From combat gear to cap and gown

The end of the Afghanistan and Iraq wars is driving a boom in higher education as returning veterans seek college degrees using their federal benefits.

College enrollment among veterans grew 67 percent from 2009–2012. Last semester alone, the Department of Veterans Affairs processed GI Bill enrollments for more than 500,000 individuals.

{mosads}The rise in enrollments is being driven in part by Congress’s move to bolster college benefits for veterans to their most generous levels since World War II.

In 2008, Congress approved the Post-9/11 Veterans Education Assistance Act, better known as the Post-9/11 GI Bill, which significantly expanded education benefits for veterans who served after the Sept. 11 attacks.

Under the new law, any service member who has at least 90 days of active-duty service can have in-state tuition covered at any public college in the country, or receive up to $17,500 in tuition assistance at private schools; the latter amount is pegged to tuition increases and is now capped at $19,198. Benefits last for up to 36 months of schooling and can be used up to 15 years after a soldier is discharged.

The government has doled out nearly $40 billion of GI Bill benefits since 2009.

As opportunities for veterans increase, so have concerns about taxpayer money being used properly. Despite the billions of dollars spent, veterans have historically been given little guidance about how to choose a school, and the government, in turn, has not tracked how well beneficiaries are performing.

Veterans advocates had feared the GI Bill benefits could be put on the chopping block if there wasn’t proof that the expanded aid was working.
But efforts to ensure that taxpayer money is being used effectively are seeing success this year.

The Million Records Project, recently undertaken by Student Veterans of America (SVA) in collaboration with the VA and the academic research organization National Student Clearinghouse (NSC), has made major strides in tracking the educational outcomes of veterans.

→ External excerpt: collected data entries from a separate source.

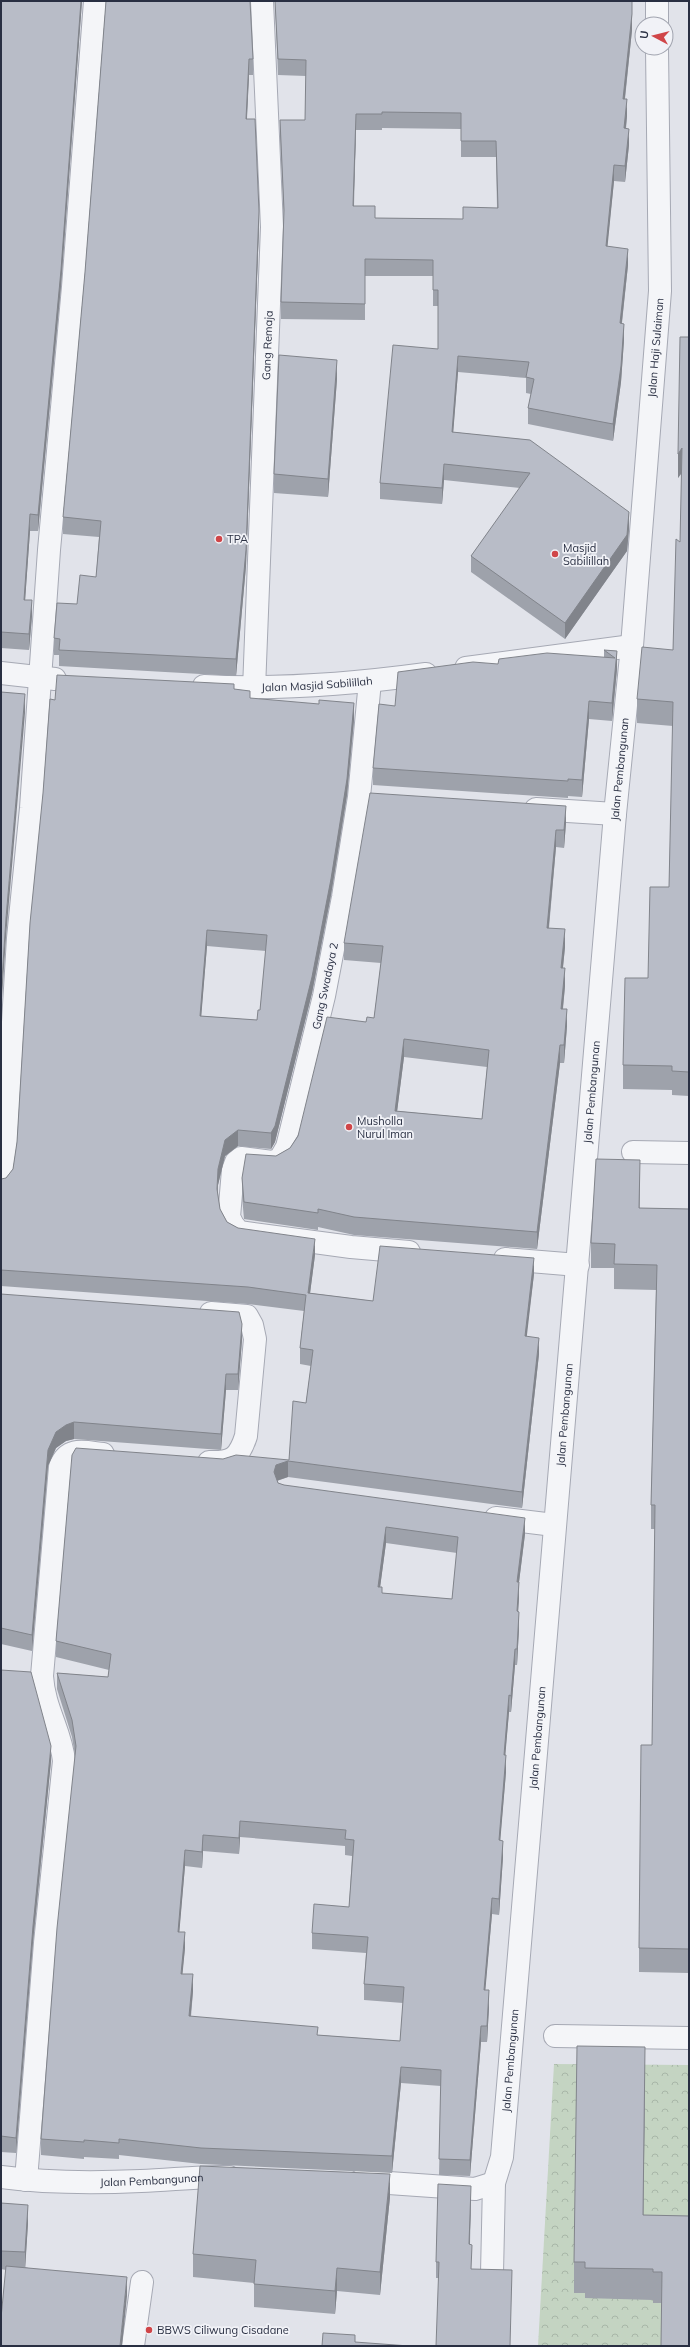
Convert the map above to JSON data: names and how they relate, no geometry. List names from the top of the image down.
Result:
{
  "streets": {
    "street": [
      "Gang Remaja",
      "Jalan Haji Sulaiman",
      "Jalan Masjid Sabilillah",
      "Jalan Pembangunan",
      "Gang Swadaya 2"
    ]
  },
  "crossings": [
    ["Gang Remaja", "Jalan Masjid Sabilillah"],
    ["Jalan Haji Sulaiman", "Jalan Masjid Sabilillah"],
    ["Jalan Haji Sulaiman", "Jalan Pembangunan"],
    ["Jalan Masjid Sabilillah", "Jalan Pembangunan"],
    ["Jalan Masjid Sabilillah", "Gang Swadaya 2"]
  ],
  "places": [
    "TPA",
    "Masjid Sabilillah",
    "Musholla Nurul Iman",
    "BBWS Ciliwung Cisadane"
  ],
  "north": "left"
}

The VA accumulated data about 800,000 individual GI Bill beneficiaries from 2002–2010, and SVA cross-referenced it with the NSC’s student transcript data.
The result, published in March, is one of the most comprehensive studies ever pertaining to veteran education outcomes. It helped dissipate concerns that veterans had exceptionally low graduation rates, finding that 51.8 percent of GI Bill beneficiaries received a credential, above the rate for other nontraditional students and only slightly below the 57 percent graduation rate of traditional students.
Another new tool for the government is a new unified complaint system for veterans who believe they have been wronged by their educational institution.

Veterans groups have long warned about unscrupulous degree programs that take advantage of the GI benefits by luring people into degree programs that cost more than expected or don’t offer them the improved job prospects they anticipate.

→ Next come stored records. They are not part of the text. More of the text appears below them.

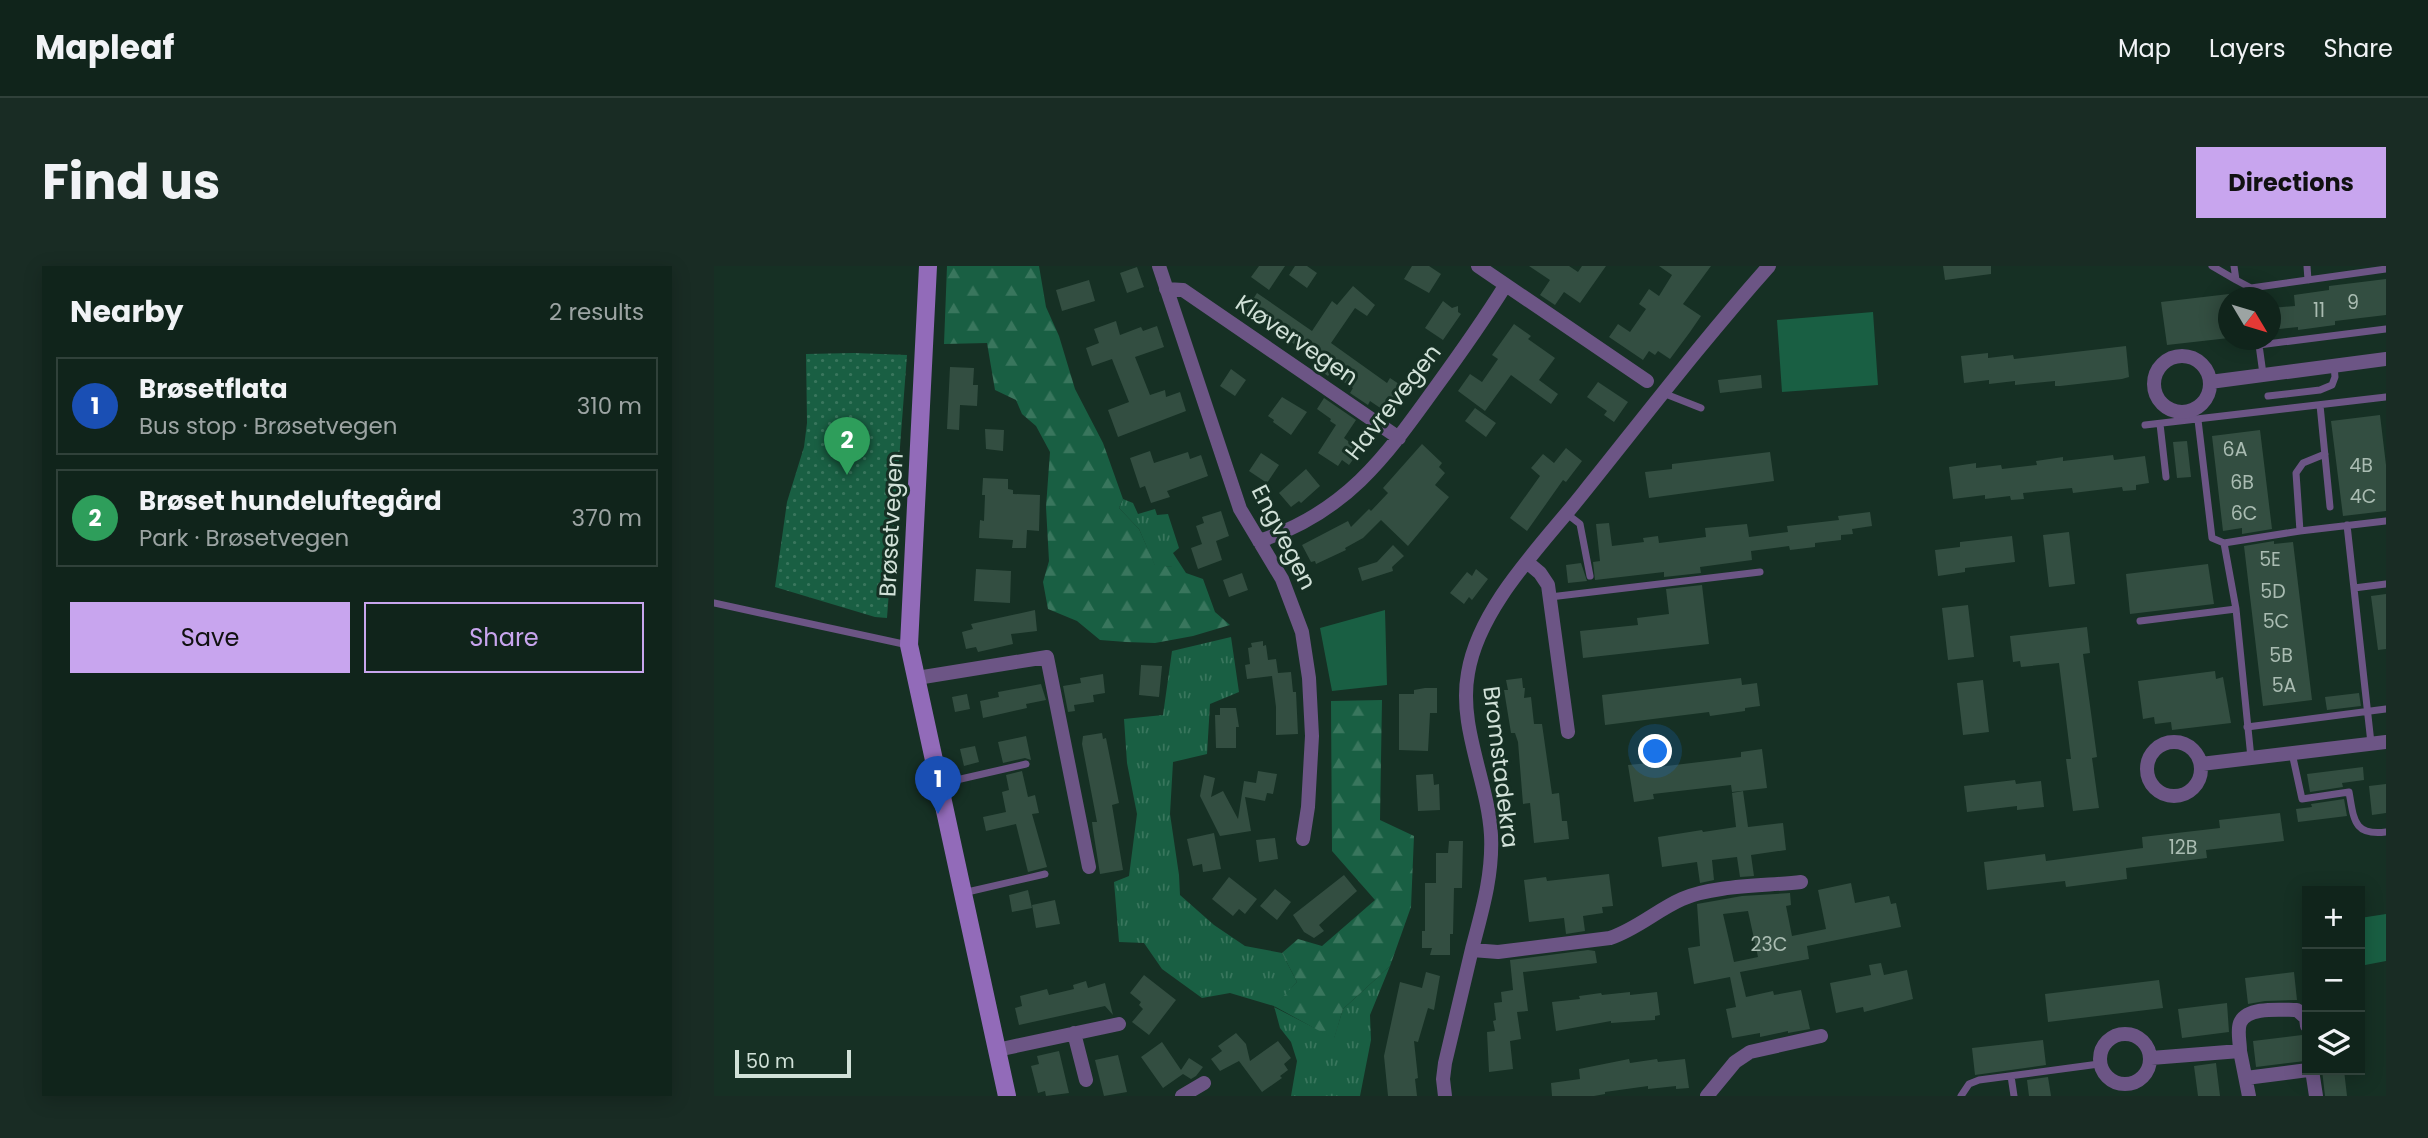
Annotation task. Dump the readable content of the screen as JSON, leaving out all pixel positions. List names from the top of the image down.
{
  "streets": {
    "street": [
      "Kløvervegen",
      "Havrevegen",
      "Brøsetvegen",
      "Engvegen",
      "Bromstadekra"
    ]
  },
  "crossings": [
    ["Kløvervegen", "Havrevegen"],
    ["Kløvervegen", "Engvegen"],
    ["Havrevegen", "Engvegen"]
  ],
  "house_numbers": [
    "9",
    "11",
    "6A",
    "4B",
    "6B",
    "4C",
    "6C",
    "5E",
    "5D",
    "5C",
    "5B",
    "5A",
    "12B",
    "23C"
  ],
  "scale_bar": "50 m",
  "north": "bottom right",
  "page": {
    "header": "Mapleaf",
    "nav": ["Map", "Layers", "Share"],
    "title": "Find us",
    "buttons": [
      "Directions",
      ["Save", "Share"]
    ],
    "heading": ["Nearby", "2 results"],
    "list": [
      {
        "mark": "1",
        "name": "Brøsetflata",
        "note": "Bus stop · Brøsetvegen",
        "value": "310 m"
      },
      {
        "mark": "2",
        "name": "Brøset hundeluftegård",
        "note": "Park · Brøsetvegen",
        "value": "370 m"
      }
    ],
    "pins": ["2", "1"],
    "map_buttons": ["+", "−"],
    "scale": "50 m"
  }
}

Prior to this year, “there was no system” for handling claims of fraud or abuse in a coordinated manner, said Steven Gonzalez, assistant director of the Veterans Employment and Education Division of the American Legion.

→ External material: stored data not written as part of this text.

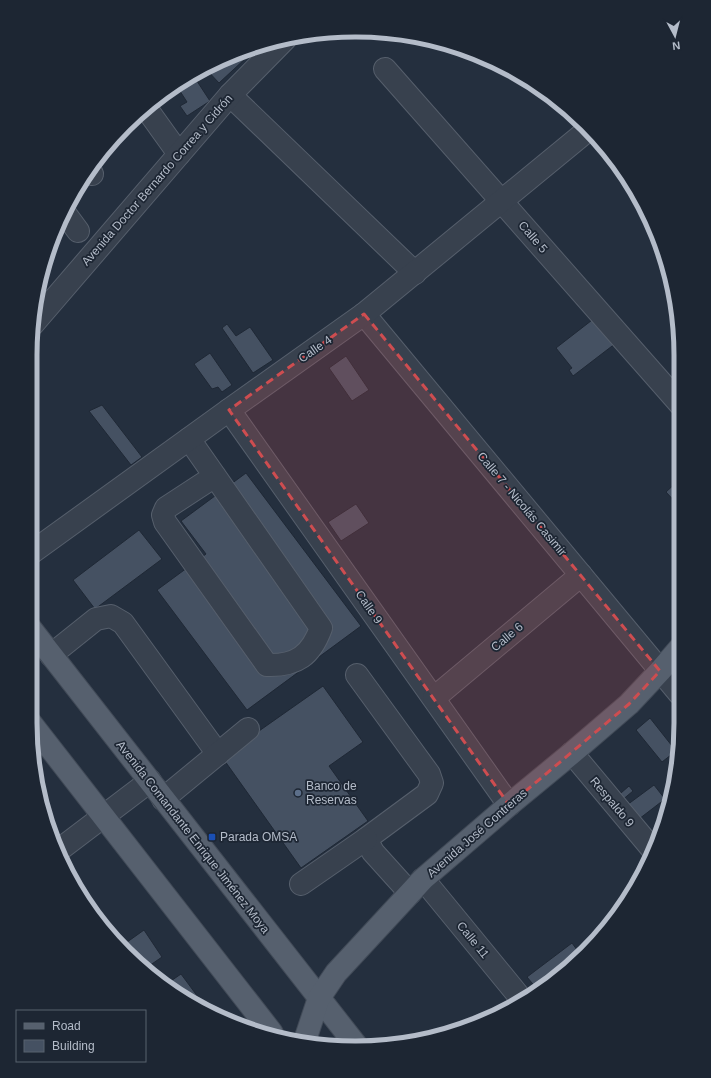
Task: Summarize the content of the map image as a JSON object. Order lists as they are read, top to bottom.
{
  "streets": {
    "main road": ["Avenida José Contreras", "Avenida Comandante Enrique Jiménez Moya"],
    "street": [
      "Avenida Doctor Bernardo Correa y Cidrón",
      "Calle 5",
      "Calle 4",
      "Calle 7 - Nicolás Casimir",
      "Calle 9",
      "Calle 6",
      "Respaldo 9",
      "Calle 11"
    ]
  },
  "crossings": [
    ["Calle 5", "Calle 4"],
    ["Calle 4", "Calle 7 - Nicolás Casimir"],
    ["Calle 4", "Calle 9"],
    ["Calle 7 - Nicolás Casimir", "Calle 6"],
    ["Calle 7 - Nicolás Casimir", "Avenida José Contreras"],
    ["Calle 9", "Calle 6"],
    ["Calle 9", "Avenida José Contreras"],
    ["Respaldo 9", "Avenida José Contreras"],
    ["Avenida José Contreras", "Avenida Comandante Enrique Jiménez Moya"],
    ["Avenida José Contreras", "Calle 11"]
  ],
  "places": {
    "other": ["Banco de Reservas"],
    "transit": ["Parada OMSA"]
  },
  "legend": ["Road", "Building"],
  "north": "bottom"
}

The lack of coordination was a major problem, because different complaints could require the involvement of a wide range of federal agencies. False advertising is the domain of the Federal Trade Commission, while large-scale fraud would under the Department of Justice’s jurisdiction.

“[Before,] if I wanted to make a complaint … I literally had to make six, seven different complaints just to get someone to hear what my issue was,” said Gonzalez.

The new complaint system, available since early January on the VA’s website, streamlines the system considerably by giving access to Veterans Affairs and the departments of Defense, Justice and Education, the Consumer Financial Protection Bureau and the Federal Trade Commission. Each agency can scan complaints that are filed and look for matters that warrant its involvement.

Advocates say the system is a “game changer” that is better at both addressing individual complaints and identifying broader trends.

“We expected 1,000 [complaints] in the first year; we actually saw over 500 in the first week,” said Ryan Gallucci, deputy director of national legislative service for Veterans of Foreign Wars.

As of mid-April, 1,286 complaints had been filed with the system. According to Curt Coy, deputy undersecretary for economic opportunity at the VA, about half the complaints have prompted further investigation by a government agency.

Despite the new oversight, federal officials and advocates both emphasize that the surest way to improve educational outcome for veterans is to make sure they have the information they need to choose the right degree program.

“We don’t ever want to be in a situation where we tell a veteran, ‘Go to this school’ or ‘Don’t go to that school,’ ” instead of giving them the information to choose for themselves, said Coy.

To that end, in February, the VA launched the GI Bill Comparison Tool, an online feature designed to let veterans quickly get facts about the thousands of schools and job training programs, from Harvard University to Chicago’s HVAC Technical Institute.